The proof is in the surveys. If ever there was a news event that might provide a boost to a political party focused on issues relating to Internet freedom and digital privacy, it is the recent revelations that the US, the United Kingdom and several other countries have spent years maintaining a close surveillance of the worldwide web. And yet the most recent public opinion polls published in Germany show that support for the Pirate Party remains paltry. A mere 3 percent of voters would cast their ballots for the party were elections held this Sunday.

For those who have been keeping a close watch on the Pirate Party in recent months, their inability to profit from the revelations, brought to the public eye by whistleblower Edward Snowden, is hardly a surprise. The Pirates spent much of last year and the first few months of this year engaged in a highly public airing of dirty laundry. Internal spats combined with little in the way of serious policy proposals have turned away followers in droves.

Reinventing Politics?

It was an ugly decline, made worse by the high hopes that many had invested in the party not all that long ago. As recently as the spring of 2012, the party looked as though it was destined to become a fixture of the German political landscape, having been voted into state parliament in a string of regional elections. It was even going to reinvent politics altogether, with its insistence on transparency and use of innovative online tools such as Liquid Feedback so that all party members could have a say in policy.

Even then, though, it was clear that the experiment needed a fair bit of fine-tuning. For one, prominent Pirates showed a penchant for tripping over their tongues, exhibit 1A being Berlin city-state parliamentarian Martin Delius' boast that the Pirates were growing as fast as the Nazis did in the 1930s.

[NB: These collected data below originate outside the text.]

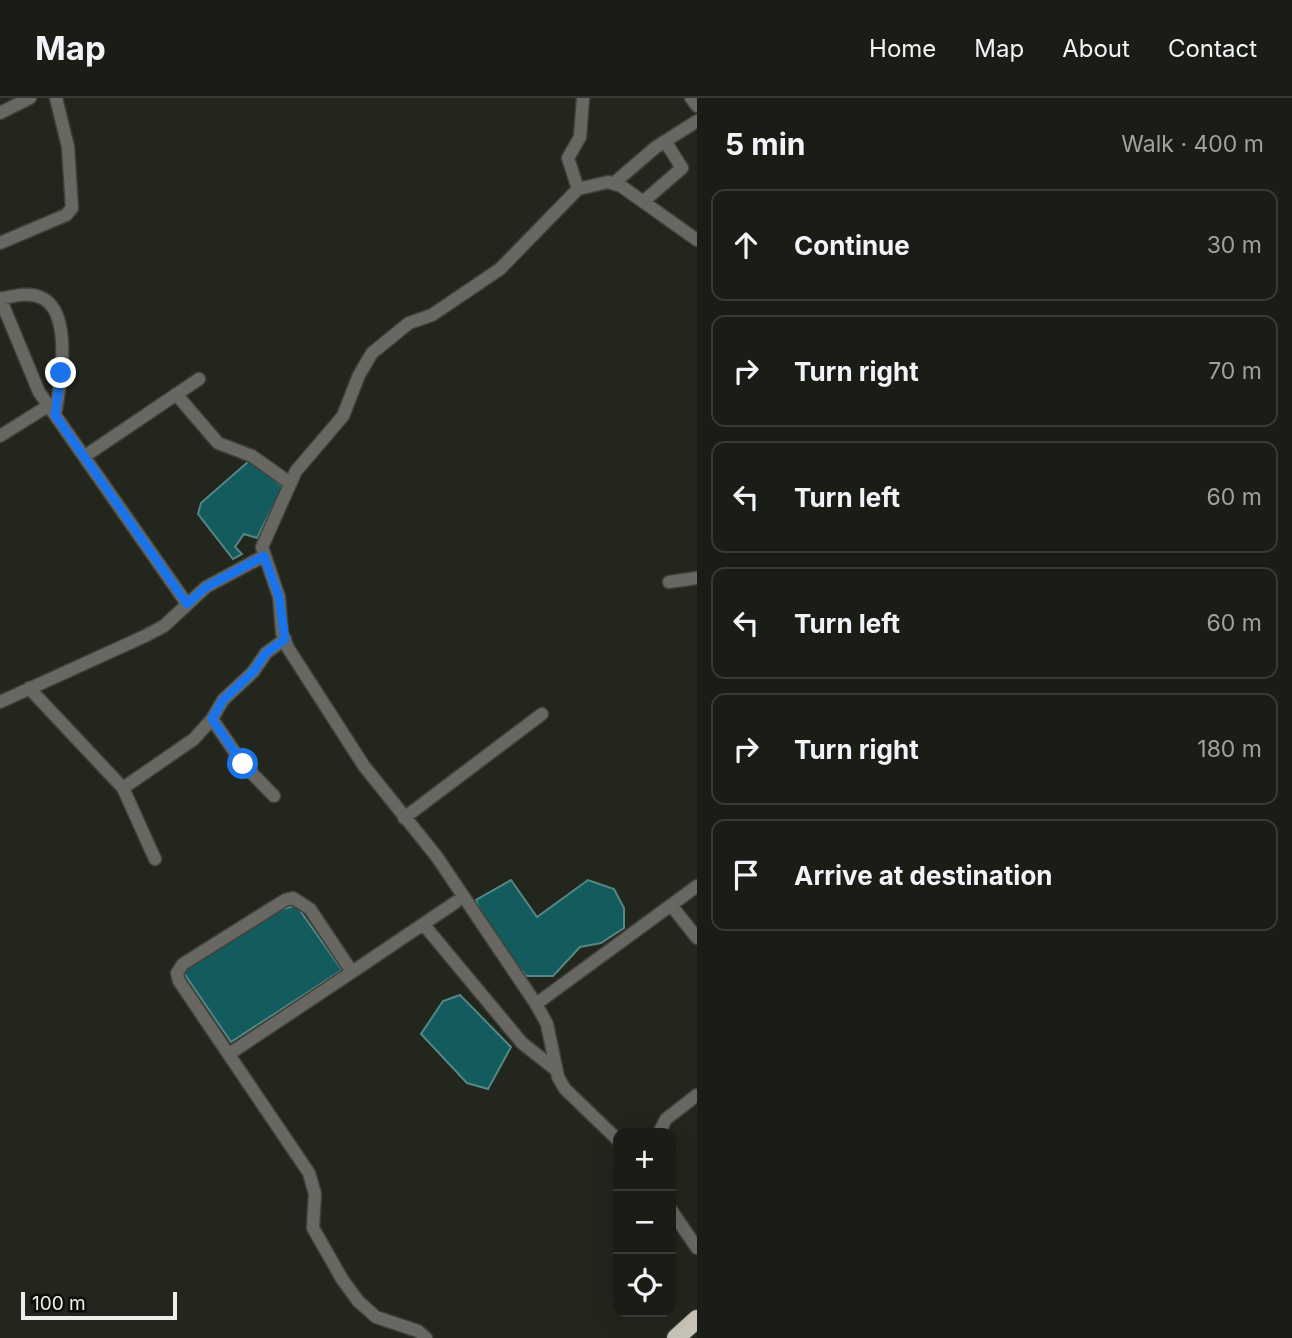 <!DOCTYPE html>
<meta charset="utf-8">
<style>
body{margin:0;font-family:Inter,sans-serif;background:#272923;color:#f1f3f6}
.controls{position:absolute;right:21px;bottom:21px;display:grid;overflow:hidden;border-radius:14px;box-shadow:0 7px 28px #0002}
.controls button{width:63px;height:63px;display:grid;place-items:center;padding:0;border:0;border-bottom:2px solid #383a35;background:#1a1c16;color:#f1f3f6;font:35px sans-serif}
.scale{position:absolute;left:21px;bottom:18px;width:156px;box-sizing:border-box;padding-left:7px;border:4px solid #ecefe9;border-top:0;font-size:19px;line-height:24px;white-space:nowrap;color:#ecefe9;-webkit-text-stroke:5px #0c0e0a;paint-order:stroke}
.stop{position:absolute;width:21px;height:21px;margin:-16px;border:5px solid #1a73e8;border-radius:50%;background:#fff}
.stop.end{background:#1a73e8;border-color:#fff;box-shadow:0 2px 7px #0008}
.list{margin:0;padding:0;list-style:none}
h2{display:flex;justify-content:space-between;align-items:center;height:91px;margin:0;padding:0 28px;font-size:30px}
h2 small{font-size:23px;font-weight:400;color:#9fa1a1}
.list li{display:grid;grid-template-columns:46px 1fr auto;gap:21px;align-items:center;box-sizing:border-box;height:112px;margin:0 14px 14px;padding:0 14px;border:2px solid #383a35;border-radius:14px}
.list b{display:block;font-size:26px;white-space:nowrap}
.list em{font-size:23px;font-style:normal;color:#9fa1a1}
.icon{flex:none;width:38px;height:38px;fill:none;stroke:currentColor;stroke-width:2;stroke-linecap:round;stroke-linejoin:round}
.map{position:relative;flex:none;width:697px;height:1240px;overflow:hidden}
header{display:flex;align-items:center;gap:42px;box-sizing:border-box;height:98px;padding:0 35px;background:#1a1c16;border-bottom:2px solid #383a35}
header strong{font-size:33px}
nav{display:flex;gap:38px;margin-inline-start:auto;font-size:24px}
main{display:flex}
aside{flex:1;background:#1a1c16}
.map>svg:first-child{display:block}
.water{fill:#135b5c;stroke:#548786;stroke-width:2}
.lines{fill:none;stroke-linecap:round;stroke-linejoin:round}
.minor-casing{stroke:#3e423a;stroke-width:15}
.highway-casing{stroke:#3e423a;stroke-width:20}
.minor{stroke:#686761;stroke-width:12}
.highway{stroke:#c7c3b7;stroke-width:18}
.route{stroke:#1a73e8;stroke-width:9}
</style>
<header>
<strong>Map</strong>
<nav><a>Home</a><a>Map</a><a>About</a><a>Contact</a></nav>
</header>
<main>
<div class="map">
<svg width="697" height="1240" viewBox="0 0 697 1240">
<rect width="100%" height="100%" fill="#22261d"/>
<path class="water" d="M250,362L283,389L257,440L244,436L235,449L242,456L233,461L198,416L201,405Z
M511,782L537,819L588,782L614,791L624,810V830L601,845L580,849L553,878H526L485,827L476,802Z
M296,807L342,872L231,944L181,871L264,817Z
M460,897L511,949L488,991L467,985L421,936L443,903Z"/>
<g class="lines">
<defs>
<path id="minor" d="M583,0L580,39L568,60L578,91L500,171L432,217L409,225L372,255L359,277L343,318L296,373L262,449L279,499L282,535L288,550L364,668L437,759L536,906L547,926L558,979L565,991L618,1042
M691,0L697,8
M0,15L30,0
M614,85L656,49L697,23
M578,91L608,84L621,88L697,142
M644,103L682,70L665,43
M0,145L66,117L72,110L68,49L56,0
M0,200L39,294L187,506
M0,201C13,198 31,193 44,201C73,218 60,289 55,317
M176,296L218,345L252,358L290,385
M0,338L48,308
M85,358L199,281
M669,484L697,480
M29,590L123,690L155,761
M0,604L145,538L164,528L206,489L264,458
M212,621L243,666L274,698
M123,690L194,641L212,621L223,602L253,574L266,555L285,541
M404,720L542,616
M671,807L697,840
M424,827L522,945L555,971
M536,906L697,788
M229,956L352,874
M659,1035L666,1021L697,997
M671,1112L697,1150
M426,1240L418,1233L376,1219L358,1203L342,1181L313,1130L315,1096L309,1075L179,883L177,875L183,866L285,802L293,800L310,811L352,874L456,804"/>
<path id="highway" d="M676,1240L697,1221"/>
</defs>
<use href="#minor" class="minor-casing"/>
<use href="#highway" class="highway-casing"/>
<use href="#minor" class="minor"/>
<use href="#highway" class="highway"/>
</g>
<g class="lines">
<path class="route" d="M61,275L55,317L187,506L206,489L264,458L279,499L285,541L266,555L253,574L223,602L212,621L243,666"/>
</g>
</svg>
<div class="controls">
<button>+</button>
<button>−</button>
<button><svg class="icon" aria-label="locate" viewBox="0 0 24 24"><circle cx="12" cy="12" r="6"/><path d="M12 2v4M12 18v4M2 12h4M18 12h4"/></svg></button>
</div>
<div class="scale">100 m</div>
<div class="stop" style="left:243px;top:666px"></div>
<div class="stop end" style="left:61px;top:275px"></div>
</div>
<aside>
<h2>5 min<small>Walk · 400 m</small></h2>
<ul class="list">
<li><svg class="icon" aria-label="ahead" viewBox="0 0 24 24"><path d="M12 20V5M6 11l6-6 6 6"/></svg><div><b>Continue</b></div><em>30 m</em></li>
<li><svg class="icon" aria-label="right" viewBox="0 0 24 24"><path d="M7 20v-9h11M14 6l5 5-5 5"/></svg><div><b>Turn right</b></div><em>70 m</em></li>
<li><svg class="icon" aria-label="left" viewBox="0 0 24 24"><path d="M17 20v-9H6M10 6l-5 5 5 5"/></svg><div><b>Turn left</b></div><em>60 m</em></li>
<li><svg class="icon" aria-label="left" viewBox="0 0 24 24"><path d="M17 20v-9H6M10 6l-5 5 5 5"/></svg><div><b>Turn left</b></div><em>60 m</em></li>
<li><svg class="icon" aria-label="right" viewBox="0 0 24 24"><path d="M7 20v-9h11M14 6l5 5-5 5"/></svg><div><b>Turn right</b></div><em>180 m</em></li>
<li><svg class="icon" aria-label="arrive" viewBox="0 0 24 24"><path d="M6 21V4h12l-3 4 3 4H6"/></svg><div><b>Arrive at destination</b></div></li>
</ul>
</aside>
</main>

For another, though, transparency isn't necessarily a good thing in a party where casual character assassination and tweeted insults are the preferred means of communication. Party chair Bernd Schlömer was driven to quitting by a slew of Tweets and web posts from fellow party members calling him an "asshole," "babbling Bernd," a sexist and a number of other, less-friendly appellations. He is not the only one. The party's former press spokesman Christopher Lang was also driven out last summer by what he said was systematic bullying. Allegations of sexual harassment of female party members were also frequent. Indeed, the party abandoned its committment to transparency earlier this year.

In recent weeks, the party has been doing what it can to regain its lost relevancy. It has organized demonstrations in support of Snowden and has been vocal in its rejection of widespread Internet surveillance.

But when a dead party rolls over in its grave, few take notice.

Source
Another article, containing a rather ironic view of what happened to the much-flaunted "transparency"

I see something was posted here when they started to gain prominence, so here is the obituary. Any sympathy I might have held for them was gone rather quickly due to the fact they accepted people with all sorts of disgusting views under supposed "freedom of opinion". I had a Twitter argument with one of them over the way they derided demands for mandatory proportions of women in leading posts as "hooters bonus", and in that argument he ridiculed their own youth organisation, who had first brought up the accusations of sexism, as apparently the existence of sexism could only have been proven if the majority of members (mostly male nerds) had agreed that it did. At least he got me angry enough that I finally got off my backside and joined the Green Party, which actually pursues feminist policies, so that's something.